I would leave work on Fridays at 1 and then head to Lincoln Center to watch movies and eat popcorn in the solitary dark.  In the afternoons at work I would take a break to walk down to Chipotle to buy a Coke Zero, a concession to time and metabolism that I told myself I enjoyed.  Each day we waited for our nanny to give birth to her baby, but she usually didn't and so life continued normally. 

One Saturday I had to work for much of the day, and when I was finally released into the weekend I went to Five Guys to eat a burger and drink a real Coke and read a New Yorker article about the President's early years.  As a college student he had been no less self-serious than any of the rest of us.  Later we all went to the playground, where Alice enjoys dangling from any horizontal bar she can find, holding her feet in front of her.  Sometimes she and I hang simultaneously from the bars, myself well aware of the embarrassing effort required to maintain the position.

We all went to a Thai restaurant on Amsterdam Avenue, testing fate by actually dining at a restaurant rather than scurrying home with our meals cooling and congealing in their styrofoam.  The menu featured text in Thai and grainy photos of Thai markets.  Looking at it, smelling brief pockets of aromas from other people's entrees, brought me close to the memory of what it had actually been like in Thailand, those four years ago.  I was on the verge of remembering something real about it -- the sweat, the confusion, the happy blind confidence, the age -- but it disappeared before I could grasp it.

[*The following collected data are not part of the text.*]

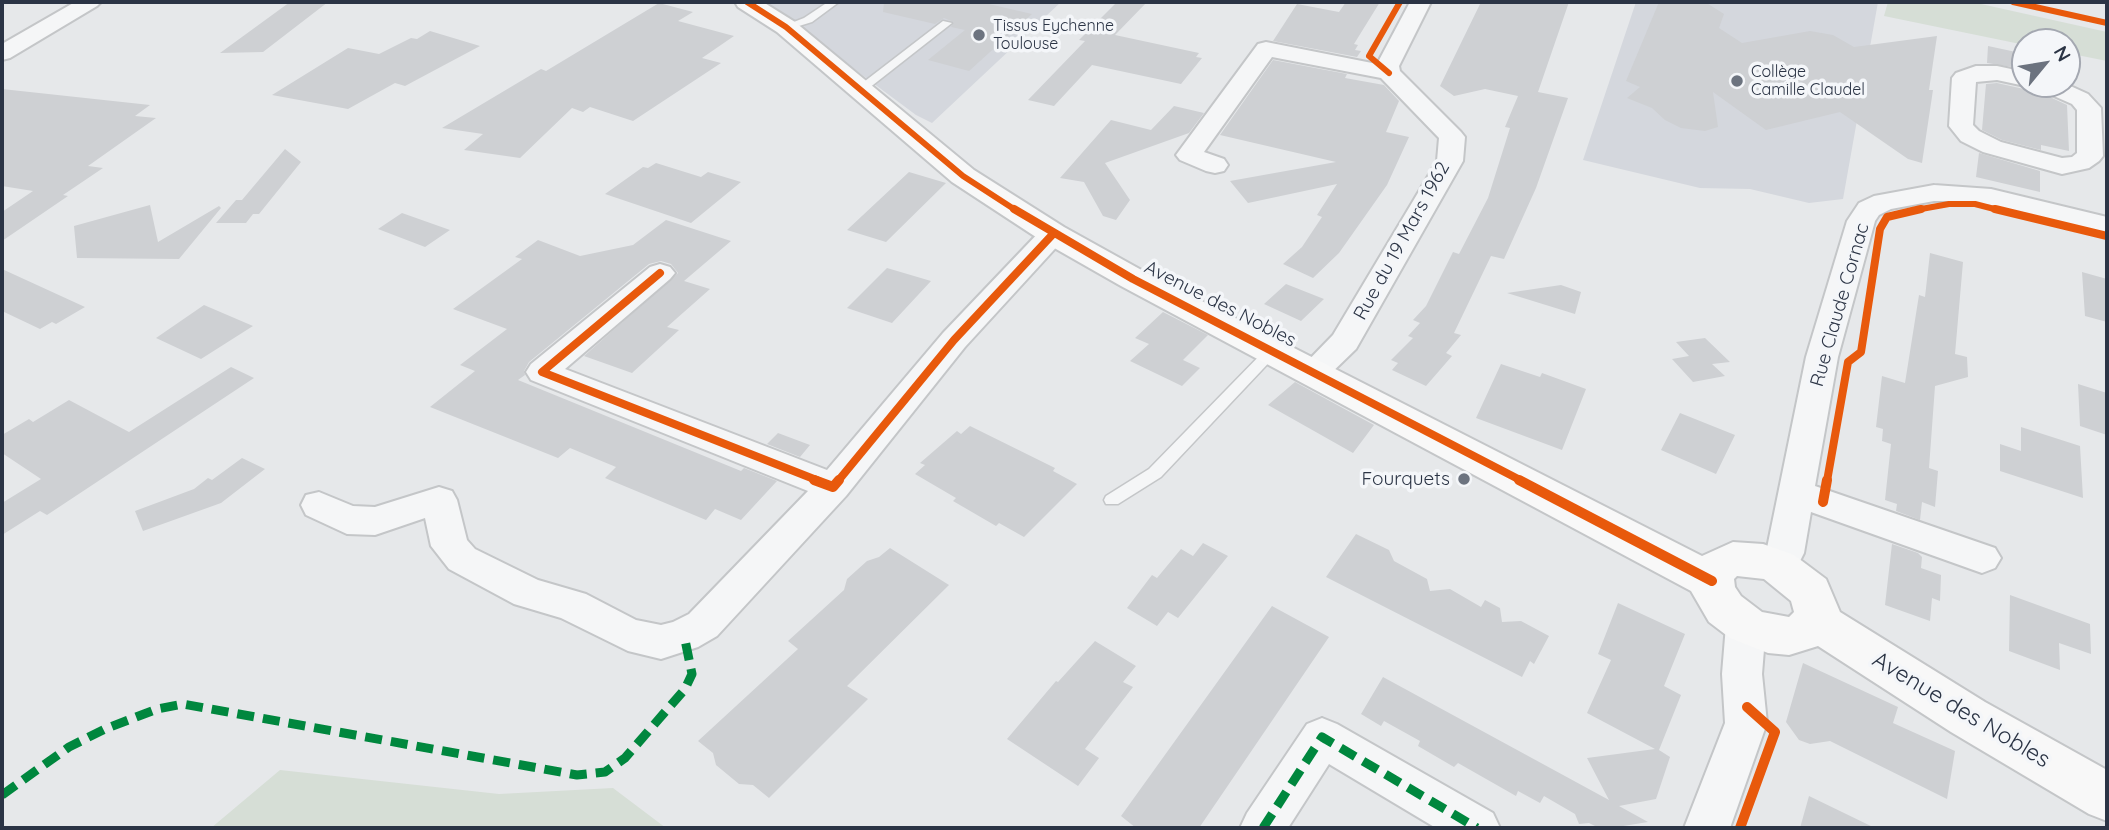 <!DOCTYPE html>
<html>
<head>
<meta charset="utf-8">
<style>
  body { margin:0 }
  #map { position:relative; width:2109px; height:830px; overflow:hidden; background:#e6e8ea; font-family:Quicksand,sans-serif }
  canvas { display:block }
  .frame { position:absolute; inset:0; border:4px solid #2b3445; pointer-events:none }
  .north { position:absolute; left:2011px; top:28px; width:70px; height:70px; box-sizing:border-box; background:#f4f6f9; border:2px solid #a4a8b1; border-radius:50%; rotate:60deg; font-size:19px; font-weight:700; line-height:28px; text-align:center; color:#2b3445 }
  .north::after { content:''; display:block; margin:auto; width:24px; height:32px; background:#6c737f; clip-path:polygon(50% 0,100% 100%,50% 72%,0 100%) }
</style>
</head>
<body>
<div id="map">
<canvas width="2109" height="830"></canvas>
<div class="frame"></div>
<div class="north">N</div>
</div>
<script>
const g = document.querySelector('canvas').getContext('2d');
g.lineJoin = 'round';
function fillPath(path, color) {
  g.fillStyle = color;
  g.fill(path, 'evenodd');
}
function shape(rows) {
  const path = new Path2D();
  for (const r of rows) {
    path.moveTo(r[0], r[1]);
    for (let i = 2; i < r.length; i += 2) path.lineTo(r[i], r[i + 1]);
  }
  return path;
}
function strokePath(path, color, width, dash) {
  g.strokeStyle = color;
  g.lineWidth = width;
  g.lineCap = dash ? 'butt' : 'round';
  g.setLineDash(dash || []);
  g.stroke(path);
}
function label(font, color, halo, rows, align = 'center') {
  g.font = font + ' Quicksand,sans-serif';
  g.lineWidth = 7;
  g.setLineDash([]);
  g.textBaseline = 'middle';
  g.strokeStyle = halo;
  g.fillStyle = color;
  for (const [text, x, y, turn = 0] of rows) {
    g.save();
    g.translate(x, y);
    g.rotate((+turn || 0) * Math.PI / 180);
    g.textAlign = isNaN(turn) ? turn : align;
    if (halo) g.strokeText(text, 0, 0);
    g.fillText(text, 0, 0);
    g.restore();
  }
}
const built = shape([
  [764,2,1061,2,932,123,916,115],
  [1636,2,1878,2,1843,199,1809,203,1750,189,1700,188,1583,160]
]);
const green = shape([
  [1888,2,1972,2,2107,32,2107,61,2067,53,2067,42,2025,42,2025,45,1884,16],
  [280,770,499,794,613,788,666,828,211,828]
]);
const building = shape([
  [290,2,328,2,263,52,220,53],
  [884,2,980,2,1032,14,969,71,928,60,965,30,951,27,954,22,944,18,935,24,883,12],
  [1117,2,1147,2,1115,35,1199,53,1196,57,1202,58,1181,84,1092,65,1054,106,1028,100,1085,41,1079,40],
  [1346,2,1380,2,1354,44,1358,45,1355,50,1361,51,1357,57,1273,41,1297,4,1339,12],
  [1481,2,1569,2,1538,92,1568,98,1536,188,1504,259,1491,256,1454,333,1461,335,1446,353,1452,356,1426,386,1392,370,1398,363,1391,360,1413,338,1408,336,1420,323,1413,320,1426,306,1453,252,1459,254,1488,198,1510,128,1505,127,1518,96,1485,89,1454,96,1440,86],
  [1659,2,1705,2,1724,14,1719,28,1742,43,1810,31,1833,35,1854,47,1937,36,1929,90,1933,90,1922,163,1908,159,1840,112,1766,130,1713,92,1718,127,1705,131,1681,128,1665,120,1652,108,1627,98,1640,87,1626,81],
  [659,3,693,12,678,21,734,36,702,58,721,63,633,121,590,107,583,112,572,108,520,158,464,150,483,134,442,128,541,69,546,71],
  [430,31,480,46,405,86,395,83,348,109,272,95,348,48,379,54,411,38,417,39],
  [1988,46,2016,52,2015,56,2025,58,2025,69,1987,63],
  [1273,60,1347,74,1345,78,1384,85,1399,101,1386,132,1409,137,1387,185,1339,253,1313,278,1283,264,1302,247,1322,217,1317,215,1337,184,1248,203,1230,181,1336,162,1220,135],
  [1997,83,2024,89,2033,87,2037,91,2067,105,2069,151,2041,145,2041,150,2002,140,1982,130,1986,84],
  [2,89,150,105,135,116,156,118,88,166,103,168,63,195,68,196,2,241,2,212,33,191,2,186],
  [1174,106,1204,113,1189,133,1105,163,1130,200,1116,220,1103,216,1084,182,1060,178,1111,120,1151,130],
  [285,149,301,162,259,214,253,214,246,223,216,223,236,200,242,200],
  [1979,153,2040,171,2040,192,1976,177],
  [656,163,701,177,708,172,741,182,691,223,605,194,643,167,648,168],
  [909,172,946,183,886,242,847,230],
  [150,205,158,242,219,206,221,208,179,259,77,258,74,226],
  [402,213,450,230,425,247,378,229],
  [666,220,731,241,684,281,710,289,667,327,679,330,632,373,584,356,678,273,671,264,661,261,649,264,529,362,524,371,525,375,518,380,741,471,744,468,777,481,741,520,715,509,706,520,605,478,616,467,570,448,558,458,430,407,475,371,460,365,507,329,453,309,522,259,515,257,538,240,580,256,633,245],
  [1930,253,1963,262,1955,354,1967,357,1968,377,1935,386,1929,468,1938,471,1935,507,1922,502,1920,520,1896,511,1897,504,1885,500,1891,444,1882,441,1883,429,1876,427,1882,376,1905,383,1919,295,1925,297],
  [887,268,931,281,892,323,847,308],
  [2,269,85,307,56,324,52,322,40,329,2,311],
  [2082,272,2107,279,2107,322,2085,316],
  [1286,284,1324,299,1301,321,1264,304],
  [1561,285,1581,292,1575,314,1507,293],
  [204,305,253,326,201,359,156,338],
  [1163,312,1208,335,1183,360,1200,368,1182,386,1130,361,1149,344,1135,338],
  [1705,338,1730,362,1712,364,1725,376,1693,382,1672,359,1689,356,1676,342],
  [1501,364,1540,377,1542,373,1586,389,1562,450,1476,418],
  [231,367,254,378,47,515,40,511,2,535,2,503,41,479,2,453,2,435,29,419,33,422,69,400,129,432],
  [1295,382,1374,425,1353,453,1268,405],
  [2078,384,2107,393,2107,435,2080,426],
  [1680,413,1735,435,1716,474,1661,450],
  [970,426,1055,468,1053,471,1077,484,1024,537,999,523,996,526,953,501,956,498,915,474,925,465,920,463,957,431,961,434],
  [2021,427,2080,446,2083,498,2000,471,2000,444,2021,451],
  [778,433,810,445,800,457,767,444],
  [242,458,265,469,221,503,143,531,135,511,194,489,208,478,212,480],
  [1356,534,1389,550,1394,561,1427,579,1430,591,1450,589,1481,607,1485,600,1500,608,1502,622,1521,621,1549,636,1534,664,1530,661,1522,677,1326,577],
  [1203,543,1228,556,1178,618,1168,612,1157,626,1127,608,1152,575,1157,578,1181,549,1193,556],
  [1892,544,1918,553,1922,557,1921,568,1941,575,1940,601,1932,598,1930,621,1885,605],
  [890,548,949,585,847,686,868,699,769,798,753,785,739,784,716,765,713,753,698,741,798,649,788,641,844,590,847,579,867,561,879,557],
  [2010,595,2090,624,2091,654,2059,643,2060,670,2009,651],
  [1618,603,1685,634,1664,686,1681,695,1659,750,1670,757,1656,799,1619,806,1648,822,1611,828,1599,828,1589,823,1579,824,1575,814,1544,796,1540,803,1518,791,1516,796,1458,763,1454,767,1418,746,1420,741,1384,721,1381,726,1361,714,1383,677,1609,800,1587,758,1655,749,1587,713,1611,660,1598,654],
  [1272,606,1329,637,1199,828,1136,828,1121,816],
  [1095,641,1136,666,1123,682,1133,687,1085,749,1099,758,1078,786,1007,739,1056,681,1058,682],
  [1803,663,1898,707,1893,723,1955,751,1947,799,1830,741,1810,744,1799,740,1786,722],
  [1809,796,1875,828,1800,828]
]);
const lane = shape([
  [828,2,839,2,812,22,786,30,781,27,804,18,828,2],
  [943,21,952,23,864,92,856,92,856,88,943,21],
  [1273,345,1280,350,1278,353,1161,477,1118,504,1106,504,1104,500,1106,496,1149,469,1268,347,1273,345]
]);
const street = shape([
  [75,2,101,2,97,6,10,58,2,60,2,44,75,2],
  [1410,2,1431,2,1399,66,1400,71,1461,132,1465,137,1463,161,1356,349,1324,380,1313,383,1302,380,1297,372,1333,335,1437,161,1439,138,1381,78,1272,57,1204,152,1224,159,1228,165,1224,171,1215,173,1206,171,1180,160,1176,155,1258,44,1266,42,1377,64,1410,2],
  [1976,66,1997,66,2025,72,2025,84,2033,84,2025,86,1997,80,1976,82,1973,125,1979,131,2001,142,2062,158,2072,157,2077,153,2077,110,2072,104,2038,89,2034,84,2066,84,2088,94,2101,108,2103,156,2099,161,2089,168,2062,174,1983,152,1961,141,1949,126,1952,78,1956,73,1976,66],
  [1934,185,1991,189,2107,217,2107,233,1991,205,1962,201,1934,201,1891,209,1879,215,1875,221,1838,357,1815,486,1995,548,2001,558,1995,568,1982,573,1811,512,1804,553,1792,577,1779,582,1766,577,1760,567,1766,553,1806,357,1847,221,1859,203,1874,196,1934,185],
  [1053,226,1063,228,1067,234,1063,240,965,347,846,496,717,636,698,647,661,659,628,651,561,618,514,604,449,569,431,546,425,518,375,535,347,534,306,515,301,505,306,495,319,492,353,506,375,507,439,487,452,491,457,500,467,540,475,549,538,580,586,594,636,620,661,625,673,622,689,614,808,491,531,380,526,372,531,364,650,267,660,264,670,267,675,273,670,279,565,369,827,470,943,333,1043,228,1053,226],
  [1746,609,1760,614,1766,625,1762,674,1767,723,1730,828,1684,828,1725,723,1722,674,1726,625,1732,614,1746,609],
  [1322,718,1337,724,1493,813,1500,828,1436,828,1329,764,1288,828,1240,828,1247,813,1307,724,1322,718]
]);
const secondary = shape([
  [735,2,763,2,795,22,974,170,1064,227,1145,272,1702,556,1733,542,1763,544,1794,555,1826,579,1840,612,1985,702,2107,770,2107,821,2089,814,1951,732,1818,646,1789,655,1768,653,1730,638,1709,622,1691,591,1121,286,1042,241,952,182,777,32,738,7,735,2],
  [1737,576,1764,579,1791,601,1794,612,1789,617,1762,612,1741,596,1735,587,1734,579,1737,576]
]);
const quiet = shape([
  [2,795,69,747,105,729,157,709,183,704,577,775,605,772,625,758,685,689,692,674,684,635],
  [1263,828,1322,737,1477,828]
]);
const cyclewayFar2 = shape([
  [747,2,786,27,963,176,1017,211],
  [2013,2,2107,23],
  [1389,73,1369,56,1400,2],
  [1910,211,1949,204,1975,204,2002,211]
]);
const cyclewayFar1 = shape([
  [1014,209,1133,279,1522,481],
  [1995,209,2107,236],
  [660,273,542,372,819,481],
  [838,481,954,340,1053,234],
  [1827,481,1848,362,1861,352,1880,229,1887,217,1921,209]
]);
const cycleway = shape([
  [814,480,833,487,839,480],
  [1519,480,1712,581],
  [1823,502,1827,480],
  [1740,828,1775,732,1747,707]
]);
const markers = [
  [979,35,7,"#6c737f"],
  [1737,81,7,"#6c737f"],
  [1464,479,7,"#6c737f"]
];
const farPoinames = [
  ["Tissus Eychenne",993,26],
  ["Toulouse",993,44],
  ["Collège",1751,72],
  ["Camille Claudel",1751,90]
];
const streetNames = [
  ["Rue du 19 Mars 1962",1402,241,-61],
  ["Avenue des Nobles",1220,304,27],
  ["Rue Claude Cornac",1840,305,-74]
];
const poiNames = [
  ["Fourquets",1450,479]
];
const nearStreetnames = [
  ["Avenue des Nobles",1961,710,31]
];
fillPath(built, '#d4d7dd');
fillPath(green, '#d6ded6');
fillPath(building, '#ced0d3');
strokePath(lane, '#c4c6c8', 3);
strokePath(street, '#c4c6c8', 4);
strokePath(secondary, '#c4c6c8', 4);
fillPath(lane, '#f5f6f7');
fillPath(street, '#f5f6f7');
fillPath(secondary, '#f8f8f8');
strokePath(quiet, '#00873e', 9, [17, 9]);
strokePath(cyclewayFar2, '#e8590c', 6);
strokePath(cyclewayFar1, '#e8590c', 8);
strokePath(cycleway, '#e8590c', 10);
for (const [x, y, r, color] of markers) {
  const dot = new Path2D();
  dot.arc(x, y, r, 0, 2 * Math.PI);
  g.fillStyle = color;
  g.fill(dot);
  strokePath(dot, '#f4f6f9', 2.5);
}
label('16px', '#2b3445', '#f4f6f9', farPoinames, 'left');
label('19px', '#2b3445', '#f4f6f9', streetNames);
label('19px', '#2b3445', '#f4f6f9', poiNames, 'right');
label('23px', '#2b3445', '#f4f6f9', nearStreetnames);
</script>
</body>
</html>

No time for reflection.  On the way home we stopped at Columbia so that Alice could clamber among the steps and the fountains, resolutely independent and insistent that we keep our distance.  As the day dissolved around us we returned home.  When we walked by their street I thought of the men who had been murdered there weeks earlier; the street where their ghosts remained, where their ghastly car was long, long gone.